The fusion proteins (HFI) retained the activities of both HER2 binding and IL-2. The role of IL-2 was mainly to activate lymphocytes to release cytokines and other cells which indirectly killed tumor cells. Thus, nude mice could not fully reflect the HFI antitumor activity in vivo. In order to verify the integrity of antitumor activity of HFI, the high expression of HER2 transgenic mouse model (immunocompetent) of spontaneous tumor formation was chosen, and the mice were treated with HFI (Fig. 6). After 4-day treatment, HFI (1.0 mg/kg mouse weight) caused a dramatic suppression of FVB/neu in the transgenic mouse model. Moreover, after treatment for 15 days, the tumor volume which was initially <400 mm³, was undetectable.
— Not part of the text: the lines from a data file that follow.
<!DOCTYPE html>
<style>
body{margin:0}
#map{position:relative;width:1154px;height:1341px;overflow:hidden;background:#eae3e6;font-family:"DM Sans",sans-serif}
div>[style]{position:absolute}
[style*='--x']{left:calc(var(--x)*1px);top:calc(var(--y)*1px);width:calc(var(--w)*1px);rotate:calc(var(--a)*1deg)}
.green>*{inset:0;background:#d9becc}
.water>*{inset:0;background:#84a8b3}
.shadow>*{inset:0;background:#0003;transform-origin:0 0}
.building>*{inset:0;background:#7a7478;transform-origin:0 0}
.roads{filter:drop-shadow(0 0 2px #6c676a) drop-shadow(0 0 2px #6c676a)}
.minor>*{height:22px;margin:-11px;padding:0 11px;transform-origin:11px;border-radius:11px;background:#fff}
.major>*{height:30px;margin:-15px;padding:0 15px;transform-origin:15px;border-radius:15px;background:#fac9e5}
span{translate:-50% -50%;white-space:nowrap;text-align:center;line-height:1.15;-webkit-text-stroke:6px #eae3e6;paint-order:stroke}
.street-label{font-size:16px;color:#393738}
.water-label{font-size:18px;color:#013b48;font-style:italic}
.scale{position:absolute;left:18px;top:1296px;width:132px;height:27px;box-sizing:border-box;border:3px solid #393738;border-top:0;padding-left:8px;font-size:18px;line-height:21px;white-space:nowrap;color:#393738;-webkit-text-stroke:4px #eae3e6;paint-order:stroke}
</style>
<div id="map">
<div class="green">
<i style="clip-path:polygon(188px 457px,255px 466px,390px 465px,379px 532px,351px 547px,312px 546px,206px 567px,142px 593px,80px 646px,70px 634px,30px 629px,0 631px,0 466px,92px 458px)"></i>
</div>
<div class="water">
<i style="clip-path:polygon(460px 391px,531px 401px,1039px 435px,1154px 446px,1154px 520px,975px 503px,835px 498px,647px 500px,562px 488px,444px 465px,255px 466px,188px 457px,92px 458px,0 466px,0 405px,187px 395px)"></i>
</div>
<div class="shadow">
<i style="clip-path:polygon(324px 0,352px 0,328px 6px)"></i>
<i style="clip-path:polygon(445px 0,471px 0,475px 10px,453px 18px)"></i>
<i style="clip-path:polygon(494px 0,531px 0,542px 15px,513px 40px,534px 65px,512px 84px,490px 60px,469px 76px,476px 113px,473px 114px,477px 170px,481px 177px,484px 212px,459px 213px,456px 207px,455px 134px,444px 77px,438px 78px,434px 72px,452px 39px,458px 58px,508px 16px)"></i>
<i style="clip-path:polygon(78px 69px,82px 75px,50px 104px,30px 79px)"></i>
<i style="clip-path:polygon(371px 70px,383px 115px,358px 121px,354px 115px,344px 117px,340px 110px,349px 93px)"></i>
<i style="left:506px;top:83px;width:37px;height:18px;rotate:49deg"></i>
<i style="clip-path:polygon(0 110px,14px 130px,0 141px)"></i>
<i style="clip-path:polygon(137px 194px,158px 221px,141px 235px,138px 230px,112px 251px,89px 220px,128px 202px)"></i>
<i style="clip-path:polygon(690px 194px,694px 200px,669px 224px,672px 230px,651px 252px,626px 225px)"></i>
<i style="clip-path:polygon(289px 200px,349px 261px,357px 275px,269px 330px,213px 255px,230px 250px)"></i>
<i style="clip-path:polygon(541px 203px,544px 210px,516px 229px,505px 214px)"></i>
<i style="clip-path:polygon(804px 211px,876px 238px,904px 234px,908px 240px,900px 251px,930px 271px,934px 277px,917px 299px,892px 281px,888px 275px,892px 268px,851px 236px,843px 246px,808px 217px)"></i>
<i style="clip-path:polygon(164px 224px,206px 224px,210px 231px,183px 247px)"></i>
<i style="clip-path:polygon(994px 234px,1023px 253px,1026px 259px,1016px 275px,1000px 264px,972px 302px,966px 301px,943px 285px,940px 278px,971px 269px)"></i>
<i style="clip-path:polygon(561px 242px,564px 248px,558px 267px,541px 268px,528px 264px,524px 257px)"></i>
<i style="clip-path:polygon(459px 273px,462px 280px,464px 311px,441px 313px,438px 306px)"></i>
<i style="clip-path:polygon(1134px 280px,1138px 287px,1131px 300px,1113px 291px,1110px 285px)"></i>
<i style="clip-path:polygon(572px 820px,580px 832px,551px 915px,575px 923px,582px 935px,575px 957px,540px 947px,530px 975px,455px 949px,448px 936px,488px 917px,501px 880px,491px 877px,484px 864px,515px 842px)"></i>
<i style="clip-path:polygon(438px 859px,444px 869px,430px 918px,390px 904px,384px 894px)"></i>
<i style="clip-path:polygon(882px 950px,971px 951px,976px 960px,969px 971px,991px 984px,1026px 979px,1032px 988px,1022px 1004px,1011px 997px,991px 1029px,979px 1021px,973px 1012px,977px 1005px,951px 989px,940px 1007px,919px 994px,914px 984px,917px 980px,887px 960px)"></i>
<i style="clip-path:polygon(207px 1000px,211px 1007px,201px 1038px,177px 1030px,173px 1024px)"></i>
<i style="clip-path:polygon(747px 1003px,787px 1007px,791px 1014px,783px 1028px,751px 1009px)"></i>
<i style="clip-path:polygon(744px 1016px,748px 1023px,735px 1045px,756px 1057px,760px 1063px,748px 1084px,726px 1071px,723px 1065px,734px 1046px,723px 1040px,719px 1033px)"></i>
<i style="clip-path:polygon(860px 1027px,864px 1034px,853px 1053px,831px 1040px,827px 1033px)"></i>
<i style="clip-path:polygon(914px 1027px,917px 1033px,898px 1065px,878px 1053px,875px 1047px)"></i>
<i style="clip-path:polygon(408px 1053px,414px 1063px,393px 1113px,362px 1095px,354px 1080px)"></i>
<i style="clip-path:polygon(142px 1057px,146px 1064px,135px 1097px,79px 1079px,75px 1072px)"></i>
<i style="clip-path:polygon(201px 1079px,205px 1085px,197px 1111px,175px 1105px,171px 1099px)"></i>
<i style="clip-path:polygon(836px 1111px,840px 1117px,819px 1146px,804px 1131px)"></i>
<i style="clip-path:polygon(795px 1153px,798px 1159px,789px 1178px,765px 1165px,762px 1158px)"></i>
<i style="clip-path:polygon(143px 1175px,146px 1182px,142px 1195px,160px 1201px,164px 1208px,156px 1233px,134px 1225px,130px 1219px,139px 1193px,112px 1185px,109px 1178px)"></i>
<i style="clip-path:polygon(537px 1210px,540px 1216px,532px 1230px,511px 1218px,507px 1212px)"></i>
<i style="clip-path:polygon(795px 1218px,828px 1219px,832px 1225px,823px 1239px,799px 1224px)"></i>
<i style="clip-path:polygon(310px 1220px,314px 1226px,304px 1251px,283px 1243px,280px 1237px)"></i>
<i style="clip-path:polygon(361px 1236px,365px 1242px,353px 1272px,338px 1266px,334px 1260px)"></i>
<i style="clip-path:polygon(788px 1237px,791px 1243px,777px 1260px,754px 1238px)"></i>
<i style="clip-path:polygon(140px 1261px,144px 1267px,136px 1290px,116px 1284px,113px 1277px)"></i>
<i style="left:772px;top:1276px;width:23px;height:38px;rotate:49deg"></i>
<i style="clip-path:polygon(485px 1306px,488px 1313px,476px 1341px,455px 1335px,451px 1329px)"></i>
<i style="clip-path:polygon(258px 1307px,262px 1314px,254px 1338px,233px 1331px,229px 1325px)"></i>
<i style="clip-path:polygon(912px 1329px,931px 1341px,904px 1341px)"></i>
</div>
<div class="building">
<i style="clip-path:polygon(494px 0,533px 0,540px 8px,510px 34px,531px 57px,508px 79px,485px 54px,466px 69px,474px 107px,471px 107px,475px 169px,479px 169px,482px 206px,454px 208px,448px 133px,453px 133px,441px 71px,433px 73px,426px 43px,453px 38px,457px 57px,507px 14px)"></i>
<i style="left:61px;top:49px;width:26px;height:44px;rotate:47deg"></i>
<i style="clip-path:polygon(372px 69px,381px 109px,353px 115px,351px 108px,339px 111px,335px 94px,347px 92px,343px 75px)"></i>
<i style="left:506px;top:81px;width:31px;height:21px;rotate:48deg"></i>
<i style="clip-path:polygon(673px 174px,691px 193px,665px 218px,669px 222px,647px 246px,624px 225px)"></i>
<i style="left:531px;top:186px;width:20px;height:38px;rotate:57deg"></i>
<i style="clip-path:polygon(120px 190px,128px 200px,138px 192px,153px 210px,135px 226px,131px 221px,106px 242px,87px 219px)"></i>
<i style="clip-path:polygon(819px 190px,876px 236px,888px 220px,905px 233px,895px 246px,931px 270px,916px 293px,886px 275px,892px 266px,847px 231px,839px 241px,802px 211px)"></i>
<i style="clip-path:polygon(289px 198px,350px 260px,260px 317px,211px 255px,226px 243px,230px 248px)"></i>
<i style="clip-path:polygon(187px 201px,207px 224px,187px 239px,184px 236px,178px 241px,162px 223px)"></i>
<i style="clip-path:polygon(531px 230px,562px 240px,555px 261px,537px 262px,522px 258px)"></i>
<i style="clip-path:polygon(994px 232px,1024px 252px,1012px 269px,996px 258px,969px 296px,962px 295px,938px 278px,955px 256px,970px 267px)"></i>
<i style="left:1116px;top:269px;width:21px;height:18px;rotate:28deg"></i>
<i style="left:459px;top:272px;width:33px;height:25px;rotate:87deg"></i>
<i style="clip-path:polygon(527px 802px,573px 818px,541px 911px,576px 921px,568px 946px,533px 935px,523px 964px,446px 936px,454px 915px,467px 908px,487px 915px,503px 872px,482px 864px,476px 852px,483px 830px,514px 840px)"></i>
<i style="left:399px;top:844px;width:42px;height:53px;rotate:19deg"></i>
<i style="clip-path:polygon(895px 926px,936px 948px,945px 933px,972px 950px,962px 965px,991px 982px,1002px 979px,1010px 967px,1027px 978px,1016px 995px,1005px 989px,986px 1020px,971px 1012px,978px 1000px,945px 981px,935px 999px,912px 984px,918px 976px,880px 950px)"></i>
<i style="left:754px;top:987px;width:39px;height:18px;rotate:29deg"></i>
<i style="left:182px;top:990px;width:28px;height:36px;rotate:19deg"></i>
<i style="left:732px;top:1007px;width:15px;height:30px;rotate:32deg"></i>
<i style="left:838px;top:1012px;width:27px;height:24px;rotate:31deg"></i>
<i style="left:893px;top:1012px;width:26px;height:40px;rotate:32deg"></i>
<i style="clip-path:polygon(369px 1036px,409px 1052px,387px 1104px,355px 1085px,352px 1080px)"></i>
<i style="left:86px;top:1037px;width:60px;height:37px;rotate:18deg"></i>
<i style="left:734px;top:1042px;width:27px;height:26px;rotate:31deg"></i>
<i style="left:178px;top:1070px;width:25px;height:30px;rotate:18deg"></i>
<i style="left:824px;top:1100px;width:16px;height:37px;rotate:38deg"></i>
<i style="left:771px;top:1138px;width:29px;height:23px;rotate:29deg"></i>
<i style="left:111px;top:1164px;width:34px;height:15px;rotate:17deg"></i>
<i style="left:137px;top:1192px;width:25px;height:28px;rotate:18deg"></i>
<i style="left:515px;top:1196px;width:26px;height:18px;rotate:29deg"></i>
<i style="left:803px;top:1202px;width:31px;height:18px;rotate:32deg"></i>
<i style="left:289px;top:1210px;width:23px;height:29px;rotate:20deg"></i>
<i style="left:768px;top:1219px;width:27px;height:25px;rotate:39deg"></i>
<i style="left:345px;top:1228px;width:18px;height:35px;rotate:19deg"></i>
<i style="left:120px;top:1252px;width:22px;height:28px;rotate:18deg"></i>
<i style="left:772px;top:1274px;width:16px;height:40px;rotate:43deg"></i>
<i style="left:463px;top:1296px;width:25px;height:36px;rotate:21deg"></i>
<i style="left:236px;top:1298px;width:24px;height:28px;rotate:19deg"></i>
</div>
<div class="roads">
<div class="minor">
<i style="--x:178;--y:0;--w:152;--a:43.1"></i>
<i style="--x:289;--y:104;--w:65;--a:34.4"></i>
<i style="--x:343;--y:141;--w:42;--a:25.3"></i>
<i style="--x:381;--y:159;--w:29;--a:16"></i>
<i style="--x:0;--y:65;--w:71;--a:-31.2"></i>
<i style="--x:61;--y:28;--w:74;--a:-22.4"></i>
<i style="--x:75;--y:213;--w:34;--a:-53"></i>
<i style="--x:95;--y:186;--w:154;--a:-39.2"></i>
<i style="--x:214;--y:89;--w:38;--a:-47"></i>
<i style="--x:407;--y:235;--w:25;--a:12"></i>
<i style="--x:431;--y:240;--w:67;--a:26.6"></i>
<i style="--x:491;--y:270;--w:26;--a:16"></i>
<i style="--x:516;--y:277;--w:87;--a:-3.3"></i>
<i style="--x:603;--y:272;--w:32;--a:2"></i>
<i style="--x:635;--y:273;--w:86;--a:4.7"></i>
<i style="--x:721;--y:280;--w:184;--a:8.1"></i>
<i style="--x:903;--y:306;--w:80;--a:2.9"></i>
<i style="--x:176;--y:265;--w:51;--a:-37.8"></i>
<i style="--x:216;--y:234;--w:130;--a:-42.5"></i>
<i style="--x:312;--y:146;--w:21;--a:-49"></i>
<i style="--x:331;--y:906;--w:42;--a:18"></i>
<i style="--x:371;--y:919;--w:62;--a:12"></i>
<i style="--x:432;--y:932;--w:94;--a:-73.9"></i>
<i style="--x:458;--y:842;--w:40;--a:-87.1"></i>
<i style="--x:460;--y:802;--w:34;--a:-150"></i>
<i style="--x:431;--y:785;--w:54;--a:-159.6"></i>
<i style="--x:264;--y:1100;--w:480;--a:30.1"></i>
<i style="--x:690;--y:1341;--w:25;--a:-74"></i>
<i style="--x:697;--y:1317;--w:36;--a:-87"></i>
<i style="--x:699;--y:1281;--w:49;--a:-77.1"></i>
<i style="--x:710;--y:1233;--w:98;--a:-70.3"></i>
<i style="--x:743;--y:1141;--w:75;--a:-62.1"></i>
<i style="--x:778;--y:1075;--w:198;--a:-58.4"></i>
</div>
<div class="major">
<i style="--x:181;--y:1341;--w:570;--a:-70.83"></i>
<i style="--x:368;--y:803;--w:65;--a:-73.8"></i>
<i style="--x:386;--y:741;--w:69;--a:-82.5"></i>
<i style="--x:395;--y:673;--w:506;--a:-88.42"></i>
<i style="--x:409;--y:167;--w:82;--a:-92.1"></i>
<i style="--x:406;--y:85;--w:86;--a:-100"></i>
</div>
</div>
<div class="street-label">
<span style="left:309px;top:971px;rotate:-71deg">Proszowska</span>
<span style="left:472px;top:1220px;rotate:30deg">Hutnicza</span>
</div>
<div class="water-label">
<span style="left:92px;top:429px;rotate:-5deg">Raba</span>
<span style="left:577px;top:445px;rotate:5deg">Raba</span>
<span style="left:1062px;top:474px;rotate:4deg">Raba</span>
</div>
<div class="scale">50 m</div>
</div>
The ex vivo immunoenhancement of HFI was evaluated on splenocyte proliferation induced by Con A and LPS. The results showed that the splenocytes of FVB/neu tumor bearing mice treated with 1 mg/kg HFI for 3 weeks had significant proliferation activity compared to those treated with PBS induced by LPS (Fig. 7A) or Con A (Fig. 7B). The production of IFN-γ was induced by FVB/neu in mice treated with HFI (Fig. 7C) or Herceptin (Fig. 7D). HFI also increased the NK cell-mediated cytotoxicity (Fig. 7E–G).

The therapeutic mechanisms of HFI were investigated ex vivo to determine whether its effects were attributable to influenced FoxP3⁺ Treg cells, and T cells. Intracellular staining of transcription factors showed that HFI treatment significantly reduced the expression of FoxP3 (Fig. 8A and C). HFI also increased the T cell population (Fig. 8B and D).